Fluid retention: Because estrogens may cause some degree of fluid retention, patients with conditions, which might be influenced by this factor, such as cardiac or renal dysfunction, warrant careful observation when estrogens are prescribed.
Hypertriglyceridemia: In the Health and Osteoporosis, Progestin and Estrogen (HOPE) Study, the mean percent increases from baseline in serum triglycerides after one year of treatment with CE 0.625 mg, 0.45 mg 0.3 mg and placebo were 34.2, 30.2, 25.0, and 10.8, respectively.
Caution should be exercised in patients with pre-existing hypertriglyceridemia since rare cases of large increases of plasma triglycerides leading to pancreatitis have been reported with estrogen therapy in this population.
Impaired liver function and history of cholestatic jaundice: For patients with a history of cholestatic jaundice associated with past estrogen use or with pregnancy, caution should be exercised and in the case of recurrence, medication should be discontinued. Estrogens may be poorly metabolized in patients with impaired liver function.
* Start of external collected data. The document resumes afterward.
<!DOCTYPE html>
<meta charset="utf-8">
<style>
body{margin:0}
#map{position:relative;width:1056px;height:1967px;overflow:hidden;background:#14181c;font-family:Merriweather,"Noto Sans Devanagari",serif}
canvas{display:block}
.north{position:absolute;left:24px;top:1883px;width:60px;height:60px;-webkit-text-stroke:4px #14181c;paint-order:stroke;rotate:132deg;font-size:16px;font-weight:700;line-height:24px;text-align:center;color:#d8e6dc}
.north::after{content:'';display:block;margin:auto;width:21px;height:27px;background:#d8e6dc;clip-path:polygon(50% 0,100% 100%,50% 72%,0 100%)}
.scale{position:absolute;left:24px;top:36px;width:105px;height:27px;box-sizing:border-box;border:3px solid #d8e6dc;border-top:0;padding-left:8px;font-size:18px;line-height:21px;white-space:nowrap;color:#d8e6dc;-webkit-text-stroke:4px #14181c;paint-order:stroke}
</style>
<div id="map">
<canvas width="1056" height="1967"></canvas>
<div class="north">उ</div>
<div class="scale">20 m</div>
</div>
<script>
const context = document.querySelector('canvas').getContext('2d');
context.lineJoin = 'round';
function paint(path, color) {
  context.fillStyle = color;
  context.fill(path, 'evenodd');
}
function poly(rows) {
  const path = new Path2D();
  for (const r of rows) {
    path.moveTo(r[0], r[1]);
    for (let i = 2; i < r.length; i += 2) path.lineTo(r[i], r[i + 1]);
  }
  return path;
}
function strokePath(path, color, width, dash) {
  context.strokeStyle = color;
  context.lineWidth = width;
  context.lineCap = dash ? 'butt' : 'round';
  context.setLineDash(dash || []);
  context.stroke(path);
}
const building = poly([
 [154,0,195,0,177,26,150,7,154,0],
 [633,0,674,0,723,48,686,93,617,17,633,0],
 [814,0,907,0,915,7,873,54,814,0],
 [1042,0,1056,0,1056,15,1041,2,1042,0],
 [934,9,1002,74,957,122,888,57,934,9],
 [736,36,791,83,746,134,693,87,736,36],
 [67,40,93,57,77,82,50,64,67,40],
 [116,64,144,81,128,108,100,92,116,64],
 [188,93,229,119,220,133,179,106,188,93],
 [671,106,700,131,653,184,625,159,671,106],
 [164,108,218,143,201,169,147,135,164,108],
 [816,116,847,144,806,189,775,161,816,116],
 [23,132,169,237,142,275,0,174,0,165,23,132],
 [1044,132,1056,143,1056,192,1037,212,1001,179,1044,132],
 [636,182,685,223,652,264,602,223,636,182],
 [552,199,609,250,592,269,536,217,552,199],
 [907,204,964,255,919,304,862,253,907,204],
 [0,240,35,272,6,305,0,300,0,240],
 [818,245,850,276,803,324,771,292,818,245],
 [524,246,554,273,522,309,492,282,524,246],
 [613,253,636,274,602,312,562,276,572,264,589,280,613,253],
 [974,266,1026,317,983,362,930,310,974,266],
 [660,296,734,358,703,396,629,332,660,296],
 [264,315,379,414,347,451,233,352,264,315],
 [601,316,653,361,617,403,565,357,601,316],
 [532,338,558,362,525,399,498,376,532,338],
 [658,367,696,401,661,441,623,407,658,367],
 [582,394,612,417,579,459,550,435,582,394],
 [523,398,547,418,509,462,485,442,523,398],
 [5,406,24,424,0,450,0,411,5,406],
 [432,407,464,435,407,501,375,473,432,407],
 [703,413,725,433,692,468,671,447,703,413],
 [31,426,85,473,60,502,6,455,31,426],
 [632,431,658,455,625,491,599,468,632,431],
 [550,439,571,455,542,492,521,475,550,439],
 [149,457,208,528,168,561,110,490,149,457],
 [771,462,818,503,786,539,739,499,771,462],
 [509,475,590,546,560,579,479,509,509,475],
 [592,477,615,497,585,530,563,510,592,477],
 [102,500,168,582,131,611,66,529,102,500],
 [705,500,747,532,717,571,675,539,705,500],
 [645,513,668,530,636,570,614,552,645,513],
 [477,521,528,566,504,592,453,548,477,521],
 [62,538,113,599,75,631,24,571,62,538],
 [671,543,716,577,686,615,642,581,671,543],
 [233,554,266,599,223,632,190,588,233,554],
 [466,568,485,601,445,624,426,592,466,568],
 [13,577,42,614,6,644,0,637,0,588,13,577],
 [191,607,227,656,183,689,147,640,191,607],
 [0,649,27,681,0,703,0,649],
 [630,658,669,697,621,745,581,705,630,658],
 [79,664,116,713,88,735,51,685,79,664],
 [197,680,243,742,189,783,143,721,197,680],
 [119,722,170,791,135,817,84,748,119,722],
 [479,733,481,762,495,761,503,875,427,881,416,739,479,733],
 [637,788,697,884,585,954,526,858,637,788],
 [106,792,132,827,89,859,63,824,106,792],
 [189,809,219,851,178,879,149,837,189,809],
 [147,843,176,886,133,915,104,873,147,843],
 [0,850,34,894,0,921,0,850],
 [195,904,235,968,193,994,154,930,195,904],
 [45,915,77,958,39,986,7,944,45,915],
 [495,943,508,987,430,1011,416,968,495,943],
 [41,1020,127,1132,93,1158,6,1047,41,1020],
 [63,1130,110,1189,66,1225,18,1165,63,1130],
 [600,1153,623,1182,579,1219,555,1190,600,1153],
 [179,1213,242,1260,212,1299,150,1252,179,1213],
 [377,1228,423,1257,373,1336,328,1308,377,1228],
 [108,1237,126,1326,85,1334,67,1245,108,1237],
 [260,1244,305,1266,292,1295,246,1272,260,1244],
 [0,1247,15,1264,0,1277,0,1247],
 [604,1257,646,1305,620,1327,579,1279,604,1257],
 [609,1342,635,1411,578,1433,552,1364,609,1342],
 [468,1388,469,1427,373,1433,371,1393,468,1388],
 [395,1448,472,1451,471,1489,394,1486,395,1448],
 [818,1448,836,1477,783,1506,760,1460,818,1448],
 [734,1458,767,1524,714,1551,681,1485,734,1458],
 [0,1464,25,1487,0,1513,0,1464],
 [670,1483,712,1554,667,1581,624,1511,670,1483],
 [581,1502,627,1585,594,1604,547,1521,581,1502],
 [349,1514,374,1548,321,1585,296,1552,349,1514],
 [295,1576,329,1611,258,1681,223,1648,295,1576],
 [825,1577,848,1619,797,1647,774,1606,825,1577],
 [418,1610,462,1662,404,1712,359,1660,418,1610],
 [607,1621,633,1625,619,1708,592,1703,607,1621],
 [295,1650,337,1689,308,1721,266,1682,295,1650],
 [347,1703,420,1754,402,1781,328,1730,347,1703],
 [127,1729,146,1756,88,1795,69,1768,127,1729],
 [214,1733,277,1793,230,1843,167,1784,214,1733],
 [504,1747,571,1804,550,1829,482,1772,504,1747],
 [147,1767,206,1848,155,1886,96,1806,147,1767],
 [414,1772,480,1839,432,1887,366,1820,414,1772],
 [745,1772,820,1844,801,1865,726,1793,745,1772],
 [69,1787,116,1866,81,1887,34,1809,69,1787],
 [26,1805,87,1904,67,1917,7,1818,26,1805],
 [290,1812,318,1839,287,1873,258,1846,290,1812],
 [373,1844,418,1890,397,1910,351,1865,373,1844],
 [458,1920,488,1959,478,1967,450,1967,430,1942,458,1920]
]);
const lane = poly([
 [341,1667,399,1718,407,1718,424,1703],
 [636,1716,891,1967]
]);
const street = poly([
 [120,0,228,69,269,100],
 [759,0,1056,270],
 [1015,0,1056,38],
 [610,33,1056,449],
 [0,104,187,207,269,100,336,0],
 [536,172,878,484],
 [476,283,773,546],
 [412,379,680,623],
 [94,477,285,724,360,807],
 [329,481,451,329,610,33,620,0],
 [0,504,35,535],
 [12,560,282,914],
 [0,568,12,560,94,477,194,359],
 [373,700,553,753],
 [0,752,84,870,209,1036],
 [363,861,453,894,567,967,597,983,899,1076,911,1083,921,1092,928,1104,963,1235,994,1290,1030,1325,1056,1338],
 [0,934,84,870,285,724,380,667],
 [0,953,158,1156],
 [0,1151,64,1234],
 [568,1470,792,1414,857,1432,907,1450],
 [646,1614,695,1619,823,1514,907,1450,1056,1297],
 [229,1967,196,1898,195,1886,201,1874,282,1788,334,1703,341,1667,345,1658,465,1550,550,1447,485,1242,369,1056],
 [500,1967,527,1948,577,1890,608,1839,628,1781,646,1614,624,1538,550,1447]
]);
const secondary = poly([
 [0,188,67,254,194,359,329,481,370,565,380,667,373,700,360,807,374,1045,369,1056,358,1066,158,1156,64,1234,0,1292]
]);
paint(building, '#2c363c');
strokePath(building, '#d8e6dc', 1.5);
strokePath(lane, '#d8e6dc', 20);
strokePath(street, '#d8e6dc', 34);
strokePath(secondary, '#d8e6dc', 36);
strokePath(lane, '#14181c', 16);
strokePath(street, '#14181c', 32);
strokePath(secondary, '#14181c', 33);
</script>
Elevated blood pressure: In a small number of case reports, substantial increases in blood pressure during ET have been attributed to idiosyncratic reactions to estrogens. In a large, randomized, placebo-controlled clinical trial a generalized effect of ET on blood pressure was not seen.
Exacerbation of other conditions: Estrogen therapy may cause an exacerbation of asthma, epilepsy, migraine with or without aura, otosclerosis, porphyria, systemic lupus erythematosus, and hepatic hemangiomas, and should be used with caution in women with these conditions.
Endometriosis may be exacerbated with administration of estrogen therapy. A few cases of malignant transformation of residual endometrial implants have been reported in women treated post-hysterectomy with estrogen-alone therapy. For women known to have residual endometriosis post-hysterectomy, the addition of progestin should be considered.
Hypocalcemia: Estrogens should also be used with caution in individuals with disease that can predispose to severe hypocalcemia.
Hypothyroidism: Estrogen administration leads to increased thyroid-binding globulin (TBG) levels. Patients dependent on thyroid hormone therapy, who are receiving estrogens, may require increased doses of their thyroid replacement therapy. These women should have their thyroid function monitored in order to maintain their free thyroid hormone levels in an acceptable range (see Interactions).
Laboratory monitoring: Estrogen administration should be guided by clinical response rather than by hormone levels (e.g., estradiol, FSH).
Effects on Ability to Drive and Use Machines: No studies on the effect of ability to drive or use machines have been performed.